- Assignment: Transcribe the records word for word, beginning with the first line and ending with the line that contains "position:relative; flex:1; overflow:hidden"; include nothing else.
------ Entries supplied ------
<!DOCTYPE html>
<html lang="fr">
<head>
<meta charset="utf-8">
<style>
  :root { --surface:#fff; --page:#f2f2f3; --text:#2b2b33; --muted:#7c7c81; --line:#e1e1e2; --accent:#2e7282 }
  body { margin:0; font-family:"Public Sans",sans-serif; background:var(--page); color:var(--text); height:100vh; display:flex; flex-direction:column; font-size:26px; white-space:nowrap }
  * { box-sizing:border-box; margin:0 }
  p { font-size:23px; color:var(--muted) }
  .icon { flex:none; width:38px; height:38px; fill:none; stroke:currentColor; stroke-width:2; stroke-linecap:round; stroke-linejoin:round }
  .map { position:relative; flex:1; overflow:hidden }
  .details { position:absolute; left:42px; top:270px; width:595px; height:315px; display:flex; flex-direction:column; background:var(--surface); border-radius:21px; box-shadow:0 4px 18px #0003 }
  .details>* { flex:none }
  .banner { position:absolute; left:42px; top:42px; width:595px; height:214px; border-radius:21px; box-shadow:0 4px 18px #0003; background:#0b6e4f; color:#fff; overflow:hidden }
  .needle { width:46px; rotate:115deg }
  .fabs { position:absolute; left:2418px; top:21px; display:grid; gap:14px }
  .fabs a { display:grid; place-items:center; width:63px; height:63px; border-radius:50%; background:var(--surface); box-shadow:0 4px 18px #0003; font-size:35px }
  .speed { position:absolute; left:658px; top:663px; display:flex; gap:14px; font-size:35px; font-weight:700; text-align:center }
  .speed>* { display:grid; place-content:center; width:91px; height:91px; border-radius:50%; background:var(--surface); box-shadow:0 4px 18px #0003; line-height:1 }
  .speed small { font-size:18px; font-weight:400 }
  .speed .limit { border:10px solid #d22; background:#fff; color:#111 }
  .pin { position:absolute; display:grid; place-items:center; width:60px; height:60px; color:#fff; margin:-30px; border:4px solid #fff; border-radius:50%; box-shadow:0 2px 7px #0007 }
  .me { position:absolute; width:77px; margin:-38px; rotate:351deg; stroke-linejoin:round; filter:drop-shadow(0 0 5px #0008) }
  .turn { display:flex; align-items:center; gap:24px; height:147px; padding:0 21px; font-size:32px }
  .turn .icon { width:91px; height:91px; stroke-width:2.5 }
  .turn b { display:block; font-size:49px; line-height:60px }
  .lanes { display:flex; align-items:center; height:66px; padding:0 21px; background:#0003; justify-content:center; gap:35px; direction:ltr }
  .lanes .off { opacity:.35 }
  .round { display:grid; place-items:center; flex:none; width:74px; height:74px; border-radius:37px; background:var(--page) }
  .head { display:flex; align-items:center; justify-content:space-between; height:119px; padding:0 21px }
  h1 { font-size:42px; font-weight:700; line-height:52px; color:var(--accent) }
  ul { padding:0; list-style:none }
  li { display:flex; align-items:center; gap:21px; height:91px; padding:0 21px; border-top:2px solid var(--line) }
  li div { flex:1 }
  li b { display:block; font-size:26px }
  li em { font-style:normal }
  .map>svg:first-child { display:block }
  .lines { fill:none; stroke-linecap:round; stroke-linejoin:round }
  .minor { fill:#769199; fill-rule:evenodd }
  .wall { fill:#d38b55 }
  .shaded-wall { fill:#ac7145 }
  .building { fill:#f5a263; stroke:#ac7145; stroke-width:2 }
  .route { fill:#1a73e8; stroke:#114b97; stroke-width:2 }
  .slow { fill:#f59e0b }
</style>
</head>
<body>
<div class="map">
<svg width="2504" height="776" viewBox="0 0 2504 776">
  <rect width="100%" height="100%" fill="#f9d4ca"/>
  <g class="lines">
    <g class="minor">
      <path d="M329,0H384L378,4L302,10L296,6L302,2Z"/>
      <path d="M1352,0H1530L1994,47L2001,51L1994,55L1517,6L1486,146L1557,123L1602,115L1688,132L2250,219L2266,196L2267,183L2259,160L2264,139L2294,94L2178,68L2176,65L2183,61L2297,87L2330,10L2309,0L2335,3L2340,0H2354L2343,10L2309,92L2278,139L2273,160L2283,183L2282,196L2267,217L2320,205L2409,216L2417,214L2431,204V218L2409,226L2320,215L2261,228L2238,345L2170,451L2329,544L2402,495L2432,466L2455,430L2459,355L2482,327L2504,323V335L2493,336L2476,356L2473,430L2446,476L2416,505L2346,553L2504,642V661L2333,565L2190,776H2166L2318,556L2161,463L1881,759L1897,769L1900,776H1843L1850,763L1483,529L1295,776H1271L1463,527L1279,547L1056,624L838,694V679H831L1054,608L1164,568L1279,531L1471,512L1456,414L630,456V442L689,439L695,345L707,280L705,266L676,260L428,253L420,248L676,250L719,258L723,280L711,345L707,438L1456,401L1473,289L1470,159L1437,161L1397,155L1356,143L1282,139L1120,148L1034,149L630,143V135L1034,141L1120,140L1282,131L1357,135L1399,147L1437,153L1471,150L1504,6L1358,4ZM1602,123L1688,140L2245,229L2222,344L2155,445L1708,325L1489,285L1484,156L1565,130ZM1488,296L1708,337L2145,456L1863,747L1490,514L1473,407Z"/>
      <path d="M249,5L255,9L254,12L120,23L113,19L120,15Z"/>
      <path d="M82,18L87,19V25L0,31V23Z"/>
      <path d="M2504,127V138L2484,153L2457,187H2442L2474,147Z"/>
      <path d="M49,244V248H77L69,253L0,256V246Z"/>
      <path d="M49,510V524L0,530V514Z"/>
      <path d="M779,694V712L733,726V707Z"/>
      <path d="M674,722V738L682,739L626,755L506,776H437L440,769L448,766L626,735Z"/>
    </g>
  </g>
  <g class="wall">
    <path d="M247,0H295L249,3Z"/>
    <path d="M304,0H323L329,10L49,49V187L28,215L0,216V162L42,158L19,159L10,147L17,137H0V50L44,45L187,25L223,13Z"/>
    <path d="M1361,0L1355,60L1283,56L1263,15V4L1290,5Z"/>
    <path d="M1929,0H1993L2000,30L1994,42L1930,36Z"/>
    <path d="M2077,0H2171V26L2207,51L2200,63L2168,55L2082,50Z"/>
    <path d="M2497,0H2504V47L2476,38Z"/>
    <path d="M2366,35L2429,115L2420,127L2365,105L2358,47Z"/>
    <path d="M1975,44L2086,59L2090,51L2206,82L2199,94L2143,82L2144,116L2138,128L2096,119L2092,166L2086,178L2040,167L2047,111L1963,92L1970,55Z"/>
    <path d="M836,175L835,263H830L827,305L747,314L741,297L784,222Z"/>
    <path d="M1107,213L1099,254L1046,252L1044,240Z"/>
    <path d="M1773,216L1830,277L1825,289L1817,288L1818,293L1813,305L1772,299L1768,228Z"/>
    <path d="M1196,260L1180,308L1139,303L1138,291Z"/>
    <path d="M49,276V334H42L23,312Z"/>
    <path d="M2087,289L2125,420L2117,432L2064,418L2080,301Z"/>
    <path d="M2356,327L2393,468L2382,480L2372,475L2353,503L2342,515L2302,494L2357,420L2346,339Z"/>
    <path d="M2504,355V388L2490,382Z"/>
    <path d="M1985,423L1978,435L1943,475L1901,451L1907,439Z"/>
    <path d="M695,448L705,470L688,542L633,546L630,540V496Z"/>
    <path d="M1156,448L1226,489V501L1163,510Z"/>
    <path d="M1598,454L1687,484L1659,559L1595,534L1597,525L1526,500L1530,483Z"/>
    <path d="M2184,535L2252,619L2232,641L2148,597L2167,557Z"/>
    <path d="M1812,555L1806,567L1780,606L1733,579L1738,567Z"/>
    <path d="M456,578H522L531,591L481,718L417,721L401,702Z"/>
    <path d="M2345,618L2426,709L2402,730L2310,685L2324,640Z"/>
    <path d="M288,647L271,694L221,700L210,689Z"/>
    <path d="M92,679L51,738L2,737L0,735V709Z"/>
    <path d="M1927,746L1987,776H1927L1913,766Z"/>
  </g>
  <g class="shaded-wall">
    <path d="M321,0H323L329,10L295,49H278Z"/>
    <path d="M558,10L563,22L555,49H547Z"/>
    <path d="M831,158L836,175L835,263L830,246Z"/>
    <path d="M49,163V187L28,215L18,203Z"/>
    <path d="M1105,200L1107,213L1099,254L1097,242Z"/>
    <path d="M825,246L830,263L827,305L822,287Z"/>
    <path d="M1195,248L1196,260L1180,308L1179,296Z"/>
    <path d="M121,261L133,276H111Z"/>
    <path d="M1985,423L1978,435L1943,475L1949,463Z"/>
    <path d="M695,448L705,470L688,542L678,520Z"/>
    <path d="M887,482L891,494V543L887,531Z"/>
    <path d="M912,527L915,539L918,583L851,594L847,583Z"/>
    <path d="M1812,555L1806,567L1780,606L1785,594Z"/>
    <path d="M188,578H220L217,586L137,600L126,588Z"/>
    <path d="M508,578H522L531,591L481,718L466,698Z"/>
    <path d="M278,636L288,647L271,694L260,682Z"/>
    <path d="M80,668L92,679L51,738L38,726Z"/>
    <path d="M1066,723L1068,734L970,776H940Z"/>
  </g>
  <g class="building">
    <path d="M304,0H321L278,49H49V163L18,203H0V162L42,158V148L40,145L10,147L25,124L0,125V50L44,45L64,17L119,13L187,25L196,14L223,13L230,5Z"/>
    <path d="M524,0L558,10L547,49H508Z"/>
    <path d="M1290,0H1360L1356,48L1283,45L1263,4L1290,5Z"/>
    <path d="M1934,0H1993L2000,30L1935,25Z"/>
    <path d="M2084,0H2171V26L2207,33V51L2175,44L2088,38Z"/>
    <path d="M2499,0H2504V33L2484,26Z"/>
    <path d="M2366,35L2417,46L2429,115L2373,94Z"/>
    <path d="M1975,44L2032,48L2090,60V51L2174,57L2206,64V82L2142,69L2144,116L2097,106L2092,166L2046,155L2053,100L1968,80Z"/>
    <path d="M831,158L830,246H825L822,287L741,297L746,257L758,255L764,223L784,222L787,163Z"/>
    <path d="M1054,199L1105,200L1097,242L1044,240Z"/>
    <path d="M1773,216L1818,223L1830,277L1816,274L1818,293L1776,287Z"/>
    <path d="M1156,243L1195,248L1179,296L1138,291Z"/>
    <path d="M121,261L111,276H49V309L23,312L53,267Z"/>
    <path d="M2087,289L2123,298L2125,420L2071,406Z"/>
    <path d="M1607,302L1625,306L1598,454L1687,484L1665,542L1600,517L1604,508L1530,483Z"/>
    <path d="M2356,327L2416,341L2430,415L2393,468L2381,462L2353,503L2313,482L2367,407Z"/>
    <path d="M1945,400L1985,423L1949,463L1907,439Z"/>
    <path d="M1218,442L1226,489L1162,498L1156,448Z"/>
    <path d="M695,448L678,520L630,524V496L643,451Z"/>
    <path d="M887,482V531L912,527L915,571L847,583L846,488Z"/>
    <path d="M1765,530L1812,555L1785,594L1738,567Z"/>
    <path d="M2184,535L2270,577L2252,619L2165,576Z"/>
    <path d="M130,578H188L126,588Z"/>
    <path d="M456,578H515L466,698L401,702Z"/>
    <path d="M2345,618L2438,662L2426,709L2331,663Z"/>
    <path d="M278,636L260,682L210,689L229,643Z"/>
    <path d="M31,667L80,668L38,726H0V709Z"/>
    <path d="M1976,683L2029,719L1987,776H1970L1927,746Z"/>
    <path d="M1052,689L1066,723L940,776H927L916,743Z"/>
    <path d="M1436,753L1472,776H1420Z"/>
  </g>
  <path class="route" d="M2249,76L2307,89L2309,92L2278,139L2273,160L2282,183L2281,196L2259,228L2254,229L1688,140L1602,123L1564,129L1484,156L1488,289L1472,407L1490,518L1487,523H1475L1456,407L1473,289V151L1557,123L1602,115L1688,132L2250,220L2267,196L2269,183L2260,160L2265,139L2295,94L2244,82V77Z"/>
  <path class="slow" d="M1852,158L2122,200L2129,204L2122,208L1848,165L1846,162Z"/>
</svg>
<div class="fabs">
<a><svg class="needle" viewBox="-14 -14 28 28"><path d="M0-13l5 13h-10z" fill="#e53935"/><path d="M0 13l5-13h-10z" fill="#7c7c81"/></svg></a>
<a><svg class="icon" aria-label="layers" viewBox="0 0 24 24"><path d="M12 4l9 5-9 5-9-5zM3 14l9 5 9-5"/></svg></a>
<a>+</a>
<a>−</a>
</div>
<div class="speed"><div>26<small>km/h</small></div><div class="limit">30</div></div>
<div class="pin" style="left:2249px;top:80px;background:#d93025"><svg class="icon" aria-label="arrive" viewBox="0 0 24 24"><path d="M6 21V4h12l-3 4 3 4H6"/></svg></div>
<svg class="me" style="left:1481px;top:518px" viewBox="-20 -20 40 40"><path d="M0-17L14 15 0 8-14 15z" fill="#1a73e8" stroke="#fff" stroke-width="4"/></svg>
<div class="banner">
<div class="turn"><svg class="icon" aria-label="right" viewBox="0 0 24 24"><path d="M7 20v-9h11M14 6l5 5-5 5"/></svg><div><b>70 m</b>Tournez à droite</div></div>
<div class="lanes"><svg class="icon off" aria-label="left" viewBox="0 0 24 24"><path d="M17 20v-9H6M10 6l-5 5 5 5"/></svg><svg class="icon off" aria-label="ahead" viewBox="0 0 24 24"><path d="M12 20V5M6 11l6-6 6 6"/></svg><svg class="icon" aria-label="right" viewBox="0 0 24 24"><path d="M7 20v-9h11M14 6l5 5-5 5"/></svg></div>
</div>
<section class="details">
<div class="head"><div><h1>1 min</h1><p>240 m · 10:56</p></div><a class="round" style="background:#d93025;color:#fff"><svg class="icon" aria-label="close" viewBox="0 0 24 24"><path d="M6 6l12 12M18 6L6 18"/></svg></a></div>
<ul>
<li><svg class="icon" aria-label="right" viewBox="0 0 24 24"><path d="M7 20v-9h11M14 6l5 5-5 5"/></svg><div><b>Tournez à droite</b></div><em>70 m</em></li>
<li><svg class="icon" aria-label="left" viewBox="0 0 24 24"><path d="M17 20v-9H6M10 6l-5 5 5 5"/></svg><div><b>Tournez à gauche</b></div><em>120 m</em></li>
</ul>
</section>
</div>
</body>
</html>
------
- Task response:
<!DOCTYPE html>
<html lang="fr">
<head>
<meta charset="utf-8">
<style>
  :root { --surface:#fff; --page:#f2f2f3; --text:#2b2b33; --muted:#7c7c81; --line:#e1e1e2; --accent:#2e7282 }
  body { margin:0; font-family:"Public Sans",sans-serif; background:var(--page); color:var(--text); height:100vh; display:flex; flex-direction:column; font-size:26px; white-space:nowrap }
  * { box-sizing:border-box; margin:0 }
  p { font-size:23px; color:var(--muted) }
  .icon { flex:none; width:38px; height:38px; fill:none; stroke:currentColor; stroke-width:2; stroke-linecap:round; stroke-linejoin:round }
  .map { position:relative; flex:1; overflow:hidden }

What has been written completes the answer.